> _Exercise_:
All lines in the records that carry the string "Julián" are to be shown.

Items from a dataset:
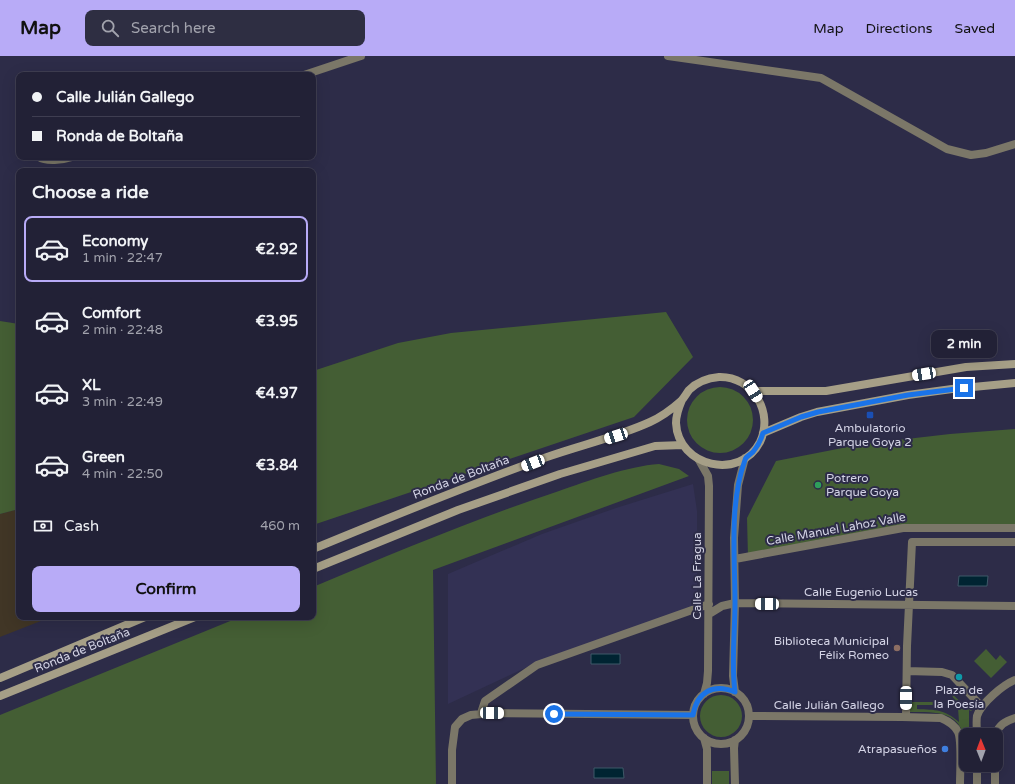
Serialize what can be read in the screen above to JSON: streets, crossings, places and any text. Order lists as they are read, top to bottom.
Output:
{
  "streets": {
    "main road": ["Ronda de Boltaña"],
    "street": [
      "Calle Manuel Lahoz Valle",
      "Calle La Fragua",
      "Calle Eugenio Lucas",
      "Calle Julián Gallego"
    ]
  },
  "crossings": [
    ["Ronda de Boltaña", "Calle La Fragua"],
    ["Calle La Fragua", "Calle Eugenio Lucas"],
    ["Calle La Fragua", "Calle Julián Gallego"]
  ],
  "places": {
    "transit": ["Ambulatorio Parque Goya 2"],
    "other": [
      "Potrero Parque Goya",
      "Biblioteca Municipal Félix Romeo",
      "Plaza de la Poesía",
      "Atrapasueños"
    ]
  },
  "north": "top",
  "page": {
    "header": "Map",
    "search": "Search here",
    "nav": ["Map", "Directions", "Saved"],
    "banner": ["Calle Julián Gallego", "Ronda de Boltaña"],
    "heading": "Choose a ride",
    "list": [
      {
        "name": "Economy",
        "note": "1 min · 22:47",
        "value": "€2.92"
      },
      {
        "name": "Comfort",
        "note": "2 min · 22:48",
        "value": "€3.95"
      },
      {
        "name": "XL",
        "note": "3 min · 22:49",
        "value": "€4.97"
      },
      {
        "name": "Green",
        "note": "4 min · 22:50",
        "value": "€3.84"
      }
    ],
    "bubble": "2 min",
    "pay": ["Cash", "460 m"],
    "buttons": "Confirm"
  }
}
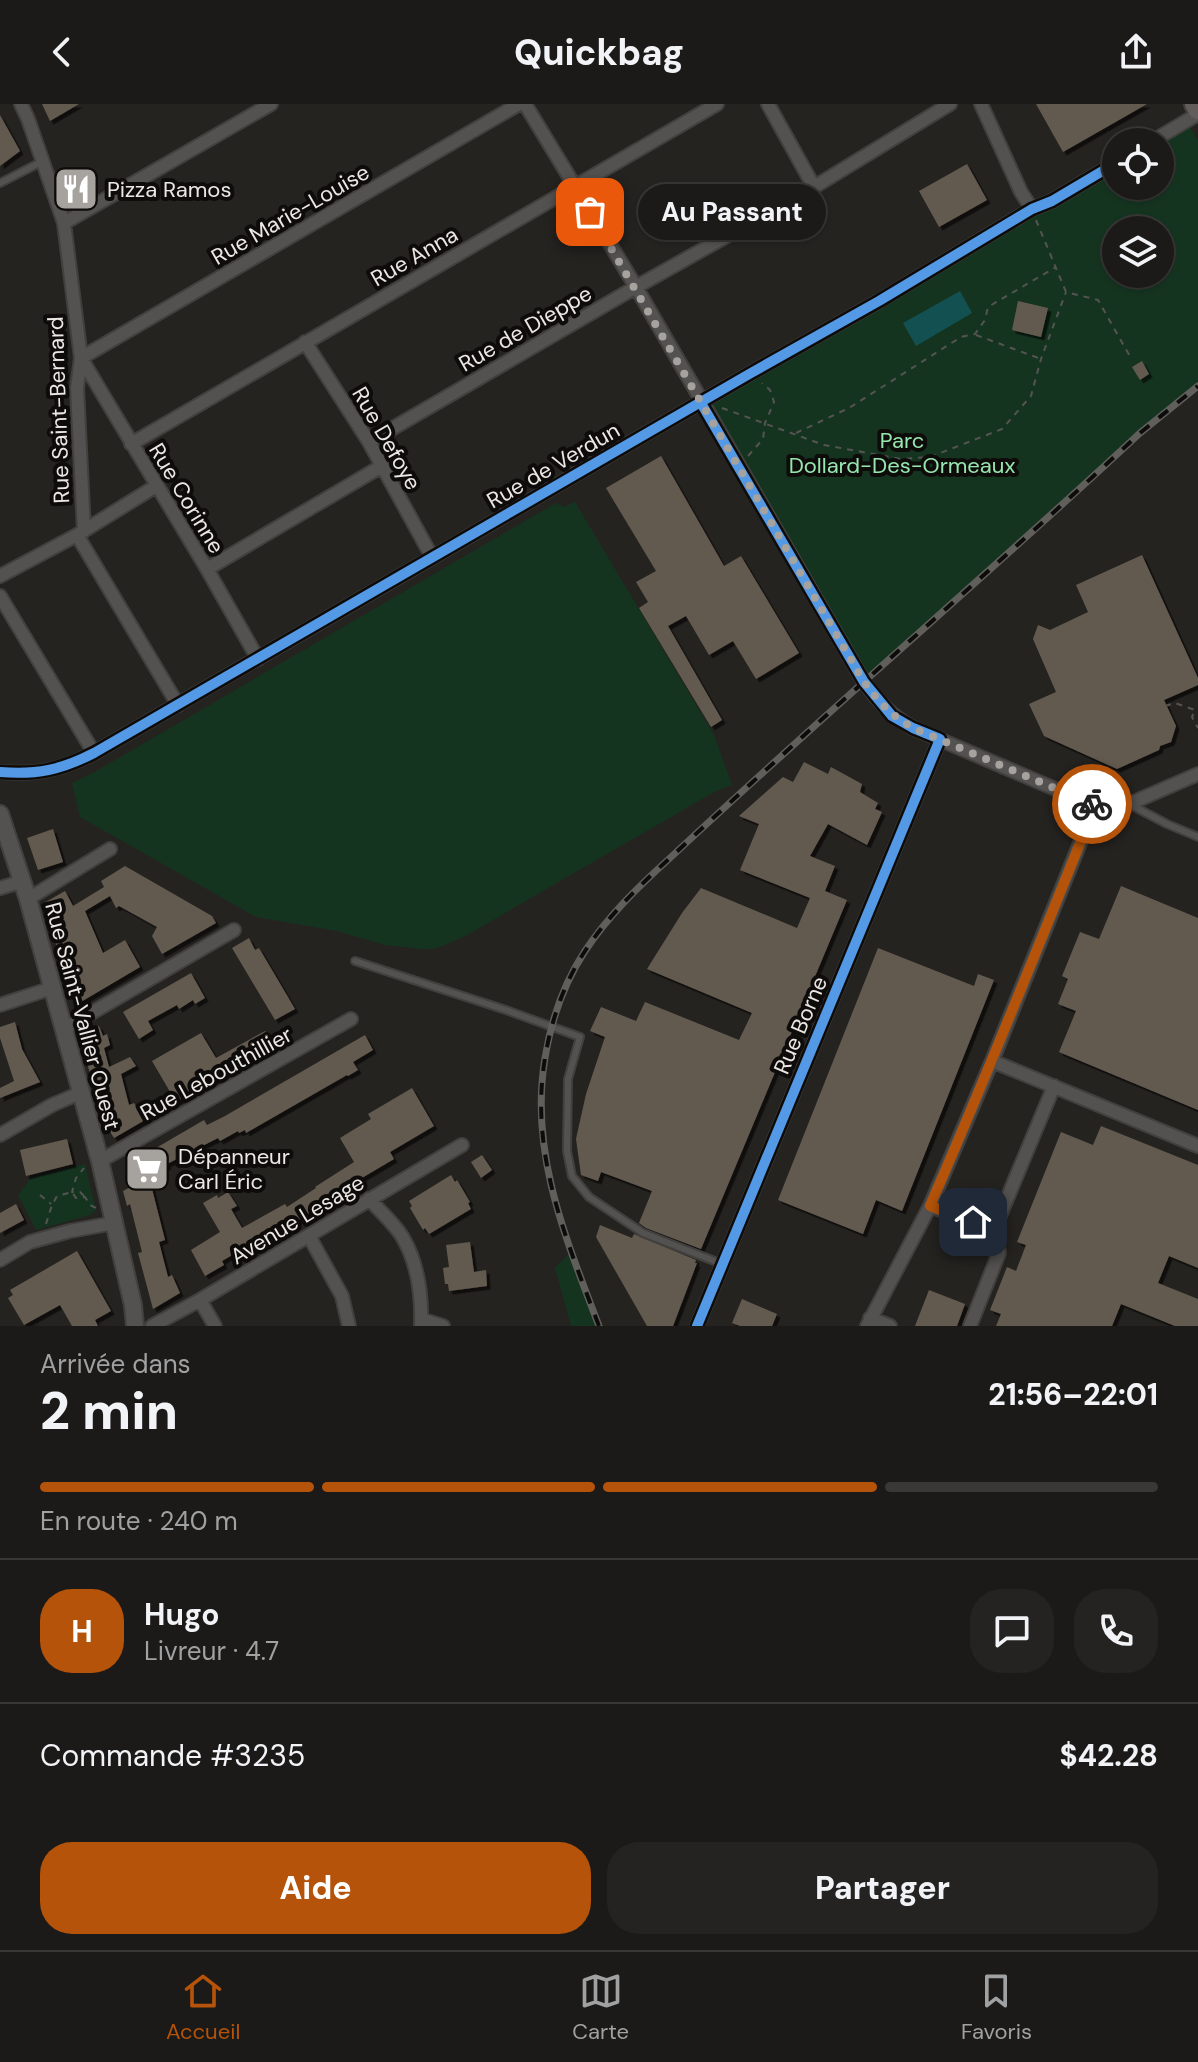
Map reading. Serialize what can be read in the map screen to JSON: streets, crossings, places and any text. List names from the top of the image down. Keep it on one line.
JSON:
{"streets":{"street":["Rue Marie-Louise","Rue Anna","Rue de Dieppe","Rue Saint-Bernard","Rue Defoye","Rue de Verdun","Rue Corinne","Rue Saint-Vallier Ouest","Rue Borne","Rue Lebouthillier","Avenue Lesage"]},"crossings":[["Rue Marie-Louise","Rue Saint-Bernard"],["Rue Marie-Louise","Rue Corinne"],["Rue Anna","Rue Defoye"],["Rue Anna","Rue Corinne"],["Rue de Dieppe","Rue Defoye"],["Rue Saint-Bernard","Rue de Verdun"],["Rue Saint-Bernard","Rue Corinne"],["Rue Defoye","Rue de Verdun"],["Rue de Verdun","Rue Corinne"],["Rue Saint-Vallier Ouest","Rue Lebouthillier"]],"parks":["Parc Dollard-Des-Ormeaux"],"places":{"restaurant":["Pizza Ramos"],"other":["Au Passant"],"supermarket":["Dépanneur Carl Éric"]},"page":{"header":"Quickbag","bubble":"Au Passant","heading":["2 min","Arrivée dans","21:56–22:01"],"panel":["Hugo","Livreur · 4.7","Commande #3235","$42.28"],"bar":"En route · 240 m","round":"H","buttons":["Aide","Partager"],"tabs":["Accueil","Carte","Favoris"]}}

> _Answer box_:
      "Calle Julián Gallego"
    ["Calle La Fragua", "Calle Julián Gallego"]
    "banner": ["Calle Julián Gallego", "Ronda de Boltaña"],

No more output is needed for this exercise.